How Much Is An Apartment Building Really Worth?

Apartment BuildingI am currently working with a young man who is wanting to buy a multi-unit apartment building…

And he is finding it to be a discouraging experience simply because the income doesn’t properly reflect the value.


Apartment Building Value

So how is value supposed to be determined?

The reality is that…

  • The Seller will have one value
  • The Buyer will have a very different value
  • The lender will have a conservative value and
  • The tax man will want an inflated value

However, for an apartment building, the TRUE value should simply be based upon revenues/expenses and or “highest and best use” of the property.


Highest and Best Use

With respect to the “highest and best use” value, you must determine if there is a different and better use for the property which could generate a better return on the investment.

Perhaps the location of the building makes the lot more valuable to a developer of a large condo complex, as an example.

Usually, this is not the case and the “highest and best value” would be what the property is currently being used as.

This means we should be focusing on the income and expenses to determine the value.


Calculating apartment building value

Calculating True Value

The value calculation is as follows:

Value = NOI / CAP rate



First, we must understand what NOI (Net Operating Income) actually is!

Net Operating Income =
Gross Operating Income – Operating Expenses


NOI = GOI – Operating Expenses

GOI is Gross Operating Income which includes ALL income from all the related sources such as:

  • Rents
  • Laundry income
  • Parking income
  • Pet income, etc.

Operating expenses include every expense related to the day-to-day operation of the property and will include, but is not be limited to:

  • Heat
  • Electricity
  • Property tax
  • Water/sewer
  • Property management
  • Maintenance, etc.

What is not included is the debt service (mortgage payment) and any capital improvements such as a new roof or installation of all new windows.


Check The Local Market

Next, we need to know what the CAP (capitalization) rate is for the local market. In order to determine this, you need to look at recent sales of similar properties.

You would take the NOI for a recent apartment building sold and divide it by the sale price.

And this small number, when converted into a percentage, will give you the CAP value.

A low Cap value like 3 -5% indicates a very low cash flow while a higher Cap value like 7-10% will indicate a much more acceptable and attractive cash flow.


Be Careful of Manipulation

Manipulating value of apartment buildingsThe challenge is that all these numbers can easily be manipulated to provide the Seller with a higher valuation (= higher price for the Buyer).

For example:

  • If they overstate the income then the NOI will be higher and this means a higher valuation.
  • If the Seller understates the expense by using incorrect numbers and or not including all the expenses then the NOI will be higher which again means a higher valuation.

In reality, most investors while owning and operating the property will try and run some personal expenses through the property, which will inflate the expenses and therefore decrease the value.

They may also not claim all the income that they collect which again will create a lower NOI and result in a lower valuation.

Operating their property this way may work for them now by saving taxes. However, when they go to sell the property it will be a challenge to justify the high price they are asking.

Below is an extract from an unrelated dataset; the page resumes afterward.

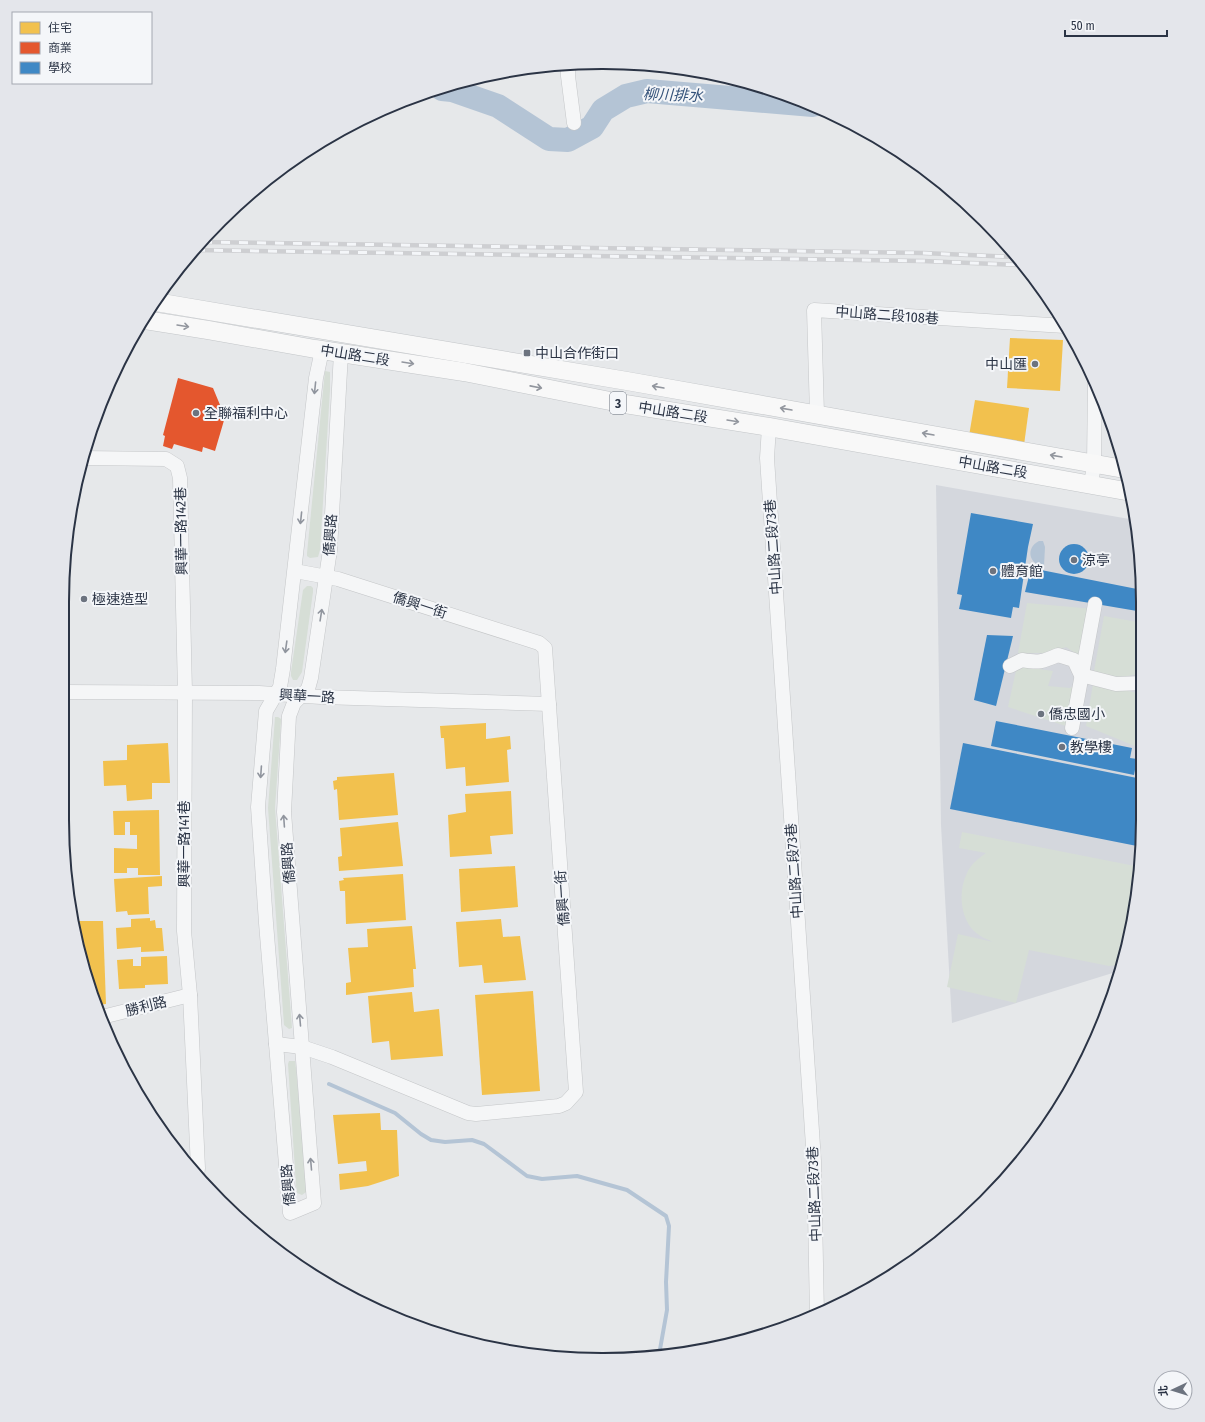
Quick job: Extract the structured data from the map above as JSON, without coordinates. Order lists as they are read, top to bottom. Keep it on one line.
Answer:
{"streets":{"main road":["中山路二段","3"],"street":["中山路二段108巷","興華一路142巷","僑興路","中山路二段73巷","僑興一街","興華一路","興華一路141巷","勝利路"]},"crossings":[["中山路二段108巷","中山路二段"],["中山路二段","僑興路"],["中山路二段","中山路二段73巷"],["興華一路142巷","興華一路"],["興華一路142巷","興華一路141巷"],["僑興路","僑興一街"],["僑興路","興華一路"],["僑興一街","興華一路"],["興華一路","興華一路141巷"],["興華一路141巷","勝利路"]],"water":["柳川排水"],"places":{"transit":["中山合作街口"],"other":["中山匯","全聯福利中心","涼亭","體育館","極速造型","僑忠國小","教學樓"]},"legend":["住宅","商業","學校"],"scale_bar":"50 m","north":"left"}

However, when they go to sell the property it will be a challenge to justify the high price they are asking.

The Seller and or Agent will tell potential Buyers that the Seller skims money off the top and or runs personal expenses through the books and expect the potential Buyer simply to accept this as okay.


The REAL Numbers

As a Buyer, you want to see the real numbers and you trust that the real numbers provided to the accountant are in fact real, so this is what the Buyer uses to determine the value.

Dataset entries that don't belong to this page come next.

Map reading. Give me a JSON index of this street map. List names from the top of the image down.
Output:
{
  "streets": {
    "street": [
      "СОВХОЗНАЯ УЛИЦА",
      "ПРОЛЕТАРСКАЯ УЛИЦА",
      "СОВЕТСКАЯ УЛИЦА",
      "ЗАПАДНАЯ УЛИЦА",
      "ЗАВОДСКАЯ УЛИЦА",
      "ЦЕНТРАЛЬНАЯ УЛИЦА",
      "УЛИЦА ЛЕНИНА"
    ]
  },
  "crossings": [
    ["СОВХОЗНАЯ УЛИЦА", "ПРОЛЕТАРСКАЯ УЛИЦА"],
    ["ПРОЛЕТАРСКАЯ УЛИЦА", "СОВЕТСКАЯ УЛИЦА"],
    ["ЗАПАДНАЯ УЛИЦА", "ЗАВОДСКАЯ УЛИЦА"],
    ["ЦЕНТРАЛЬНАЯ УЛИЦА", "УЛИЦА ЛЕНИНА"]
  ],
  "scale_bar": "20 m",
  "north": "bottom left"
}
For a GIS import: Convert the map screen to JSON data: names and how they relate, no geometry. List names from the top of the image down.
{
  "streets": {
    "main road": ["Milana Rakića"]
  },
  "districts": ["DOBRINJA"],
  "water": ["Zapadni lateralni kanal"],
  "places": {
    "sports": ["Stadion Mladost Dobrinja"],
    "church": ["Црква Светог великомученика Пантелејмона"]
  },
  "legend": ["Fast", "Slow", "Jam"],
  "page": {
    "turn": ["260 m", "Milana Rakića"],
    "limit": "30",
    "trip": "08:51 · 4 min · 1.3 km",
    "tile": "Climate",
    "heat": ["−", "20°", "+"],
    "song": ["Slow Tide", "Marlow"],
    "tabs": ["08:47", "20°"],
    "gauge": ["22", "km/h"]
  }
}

This is also how the lenders will determine the value for the purpose of lending you money to purchase the apartment building.

If the Seller wants to operate by skimming money or not using legitimate expenses in order to avoid paying tax, then this is their choice.

However, they should not expect to have it both ways and expect to sell for top dollar.

Often this is what they do.


If You’re The One Selling…

As a Seller, if you plan to sell your property, I would suggest you plan ahead and get your books in order so that they reflect the real numbers.

And do this for at least two years prior to a sale. This way you can expect and justify top dollar for your property.

As a Buyer, you may know that the property makes more money than being reported…

And you see the opportunity for the skimming and inaccurate expenses so you see the potential value.

The challenge is the bank will not recognize this and will not lend to you based on potential value.

This means you need to come up with more for the down payment and or the Seller will need to help with a VTB.


Not All Agents Understand

With my student/clients current situation, the Selling Agent became upset with us suggesting the valuation should be much lower based on the actual numbers reported for taxation.

I suspect the agent has never personally owned a property such as this and doesn’t really understand what I have just explained above.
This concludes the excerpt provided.